On 29 December 1993 Union Rotorua was about 27 miles south of Sydney Heads, en route for Melbourne, when a fire broke out in the gas turbine house. It was established that the seat of the fire was in one of the cubicles of the 6.6 kilovolt switchboard, which distributed power from the gas turbine generator to the propulsion motors and auxiliary electrical systems. Initial attempts to fight the fire with extinguishers proved to be ineffective and a decision was made to utilise the fixed fire fighting medium and flood the space with CO_{2}. This was effective in extinguishing the fire. With the high voltage switchboard out of commission, the vessel was towed to Sydney, where it remained for three months undergoing repairs.

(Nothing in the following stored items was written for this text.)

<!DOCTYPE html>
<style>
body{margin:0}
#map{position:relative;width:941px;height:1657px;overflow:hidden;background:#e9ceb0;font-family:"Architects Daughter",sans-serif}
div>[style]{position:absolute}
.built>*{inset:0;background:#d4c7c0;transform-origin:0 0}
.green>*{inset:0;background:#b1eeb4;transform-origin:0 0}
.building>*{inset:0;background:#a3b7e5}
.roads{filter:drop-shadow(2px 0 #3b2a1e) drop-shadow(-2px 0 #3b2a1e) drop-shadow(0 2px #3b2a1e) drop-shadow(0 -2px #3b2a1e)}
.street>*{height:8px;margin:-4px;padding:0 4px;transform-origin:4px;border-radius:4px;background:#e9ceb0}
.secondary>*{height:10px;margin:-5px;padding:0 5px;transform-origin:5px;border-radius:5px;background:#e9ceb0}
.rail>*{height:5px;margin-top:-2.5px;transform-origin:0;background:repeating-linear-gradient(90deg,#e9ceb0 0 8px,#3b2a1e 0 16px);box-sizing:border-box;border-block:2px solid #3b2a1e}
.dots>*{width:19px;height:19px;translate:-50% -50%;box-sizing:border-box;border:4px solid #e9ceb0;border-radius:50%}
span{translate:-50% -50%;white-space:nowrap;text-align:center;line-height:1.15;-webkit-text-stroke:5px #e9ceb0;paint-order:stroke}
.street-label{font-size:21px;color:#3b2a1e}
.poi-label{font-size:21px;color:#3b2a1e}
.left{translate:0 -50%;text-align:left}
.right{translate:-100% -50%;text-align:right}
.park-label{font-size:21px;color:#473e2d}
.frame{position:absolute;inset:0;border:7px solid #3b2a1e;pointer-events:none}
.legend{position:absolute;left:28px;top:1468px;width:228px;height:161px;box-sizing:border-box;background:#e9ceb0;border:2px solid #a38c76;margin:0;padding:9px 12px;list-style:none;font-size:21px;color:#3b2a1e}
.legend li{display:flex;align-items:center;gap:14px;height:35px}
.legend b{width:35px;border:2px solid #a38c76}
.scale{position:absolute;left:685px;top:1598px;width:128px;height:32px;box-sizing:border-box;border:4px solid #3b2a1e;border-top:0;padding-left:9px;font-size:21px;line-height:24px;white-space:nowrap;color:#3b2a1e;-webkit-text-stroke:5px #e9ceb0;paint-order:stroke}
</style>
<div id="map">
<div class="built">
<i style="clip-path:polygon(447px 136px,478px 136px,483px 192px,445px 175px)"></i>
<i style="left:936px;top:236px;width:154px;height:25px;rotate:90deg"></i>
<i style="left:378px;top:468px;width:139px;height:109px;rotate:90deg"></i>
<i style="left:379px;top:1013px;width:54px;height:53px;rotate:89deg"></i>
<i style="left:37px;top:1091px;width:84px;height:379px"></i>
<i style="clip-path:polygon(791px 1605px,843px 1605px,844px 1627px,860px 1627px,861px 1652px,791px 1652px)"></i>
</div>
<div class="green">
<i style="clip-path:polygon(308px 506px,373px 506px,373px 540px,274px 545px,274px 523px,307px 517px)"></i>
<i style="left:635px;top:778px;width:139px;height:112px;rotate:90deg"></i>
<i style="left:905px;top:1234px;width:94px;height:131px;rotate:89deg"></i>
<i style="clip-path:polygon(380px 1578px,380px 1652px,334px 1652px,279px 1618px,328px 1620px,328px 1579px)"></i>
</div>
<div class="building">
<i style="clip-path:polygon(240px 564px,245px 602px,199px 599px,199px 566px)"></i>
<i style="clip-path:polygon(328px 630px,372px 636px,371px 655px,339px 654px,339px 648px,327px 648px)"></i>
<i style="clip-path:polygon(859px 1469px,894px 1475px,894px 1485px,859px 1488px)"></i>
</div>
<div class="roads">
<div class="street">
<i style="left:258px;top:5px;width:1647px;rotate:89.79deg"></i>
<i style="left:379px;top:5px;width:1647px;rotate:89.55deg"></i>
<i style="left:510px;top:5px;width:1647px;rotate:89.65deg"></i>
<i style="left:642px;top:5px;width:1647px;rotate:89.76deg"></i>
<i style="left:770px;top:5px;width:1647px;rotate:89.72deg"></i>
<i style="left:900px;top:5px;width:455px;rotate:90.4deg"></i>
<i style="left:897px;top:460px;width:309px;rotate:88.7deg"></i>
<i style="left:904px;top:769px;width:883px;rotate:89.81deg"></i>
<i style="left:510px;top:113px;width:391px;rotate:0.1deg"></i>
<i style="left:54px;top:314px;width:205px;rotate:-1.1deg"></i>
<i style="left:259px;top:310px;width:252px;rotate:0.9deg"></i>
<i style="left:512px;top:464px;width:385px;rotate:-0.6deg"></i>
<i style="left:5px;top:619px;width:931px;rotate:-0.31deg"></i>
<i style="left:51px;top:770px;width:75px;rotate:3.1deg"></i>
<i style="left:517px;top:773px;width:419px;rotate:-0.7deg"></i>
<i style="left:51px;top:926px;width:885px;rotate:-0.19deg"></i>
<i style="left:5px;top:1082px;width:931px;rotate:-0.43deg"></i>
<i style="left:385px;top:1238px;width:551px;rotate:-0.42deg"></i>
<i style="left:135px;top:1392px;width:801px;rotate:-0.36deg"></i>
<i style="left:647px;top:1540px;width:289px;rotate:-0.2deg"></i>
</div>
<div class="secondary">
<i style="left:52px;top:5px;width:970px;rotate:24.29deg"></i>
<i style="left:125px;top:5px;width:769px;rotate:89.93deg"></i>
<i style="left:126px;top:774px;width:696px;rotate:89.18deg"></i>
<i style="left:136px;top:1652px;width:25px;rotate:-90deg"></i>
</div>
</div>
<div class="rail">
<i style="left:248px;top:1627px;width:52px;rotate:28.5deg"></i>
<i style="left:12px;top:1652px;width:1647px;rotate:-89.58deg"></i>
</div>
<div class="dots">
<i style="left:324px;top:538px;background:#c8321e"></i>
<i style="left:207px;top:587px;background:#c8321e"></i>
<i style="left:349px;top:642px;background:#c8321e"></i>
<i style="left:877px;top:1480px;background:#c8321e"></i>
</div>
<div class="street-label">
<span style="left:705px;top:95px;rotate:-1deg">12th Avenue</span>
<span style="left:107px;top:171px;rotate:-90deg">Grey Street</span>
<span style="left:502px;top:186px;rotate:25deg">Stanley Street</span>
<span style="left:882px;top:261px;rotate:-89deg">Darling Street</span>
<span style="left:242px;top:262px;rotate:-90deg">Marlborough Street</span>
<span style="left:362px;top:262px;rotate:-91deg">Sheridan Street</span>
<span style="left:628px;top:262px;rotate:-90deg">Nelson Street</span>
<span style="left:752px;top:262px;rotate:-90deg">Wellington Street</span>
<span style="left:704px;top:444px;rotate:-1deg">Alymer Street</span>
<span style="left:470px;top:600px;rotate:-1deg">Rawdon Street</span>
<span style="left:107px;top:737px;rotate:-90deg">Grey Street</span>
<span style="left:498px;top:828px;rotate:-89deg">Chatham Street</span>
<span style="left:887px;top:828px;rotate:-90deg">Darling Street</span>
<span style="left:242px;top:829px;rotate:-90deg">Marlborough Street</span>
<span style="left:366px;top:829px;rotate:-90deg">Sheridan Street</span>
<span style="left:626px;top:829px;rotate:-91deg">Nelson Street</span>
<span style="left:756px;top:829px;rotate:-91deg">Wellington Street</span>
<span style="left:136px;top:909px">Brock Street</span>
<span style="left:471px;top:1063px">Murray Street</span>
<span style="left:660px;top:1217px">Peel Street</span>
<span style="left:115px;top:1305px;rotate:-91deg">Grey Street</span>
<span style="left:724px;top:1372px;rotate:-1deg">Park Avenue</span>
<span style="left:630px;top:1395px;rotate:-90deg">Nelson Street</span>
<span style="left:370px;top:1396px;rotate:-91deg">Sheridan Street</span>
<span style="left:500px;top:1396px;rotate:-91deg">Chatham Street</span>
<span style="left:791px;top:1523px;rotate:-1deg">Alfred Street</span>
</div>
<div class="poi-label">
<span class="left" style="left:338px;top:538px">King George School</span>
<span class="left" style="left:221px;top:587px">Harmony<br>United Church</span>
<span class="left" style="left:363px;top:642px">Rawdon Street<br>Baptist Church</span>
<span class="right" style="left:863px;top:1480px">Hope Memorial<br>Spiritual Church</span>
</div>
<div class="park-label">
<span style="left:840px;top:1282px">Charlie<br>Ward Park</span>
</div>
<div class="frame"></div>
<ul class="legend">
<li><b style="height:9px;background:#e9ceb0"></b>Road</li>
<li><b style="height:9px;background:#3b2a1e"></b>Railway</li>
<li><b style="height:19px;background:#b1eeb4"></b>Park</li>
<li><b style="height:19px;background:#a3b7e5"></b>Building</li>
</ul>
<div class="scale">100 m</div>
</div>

During the 1998 Auckland power crisis the four underground cables providing power to downtown Auckland all failed between 20 January and 20 February, leaving much of the downtown area without power for five weeks. Generators were brought in from across the country, however this was still not enough to power Auckland. In the first week of March Union Rotorua was brought in to supply power to parts of downtown Auckland. Berthed at Freyberg Wharf she was connected up so that her gas turbine and A.C. generator could supply power to one of the cities largest users, Ports of Auckland Ltd. This allowed the container cranes to continue to work at full speed during the outage.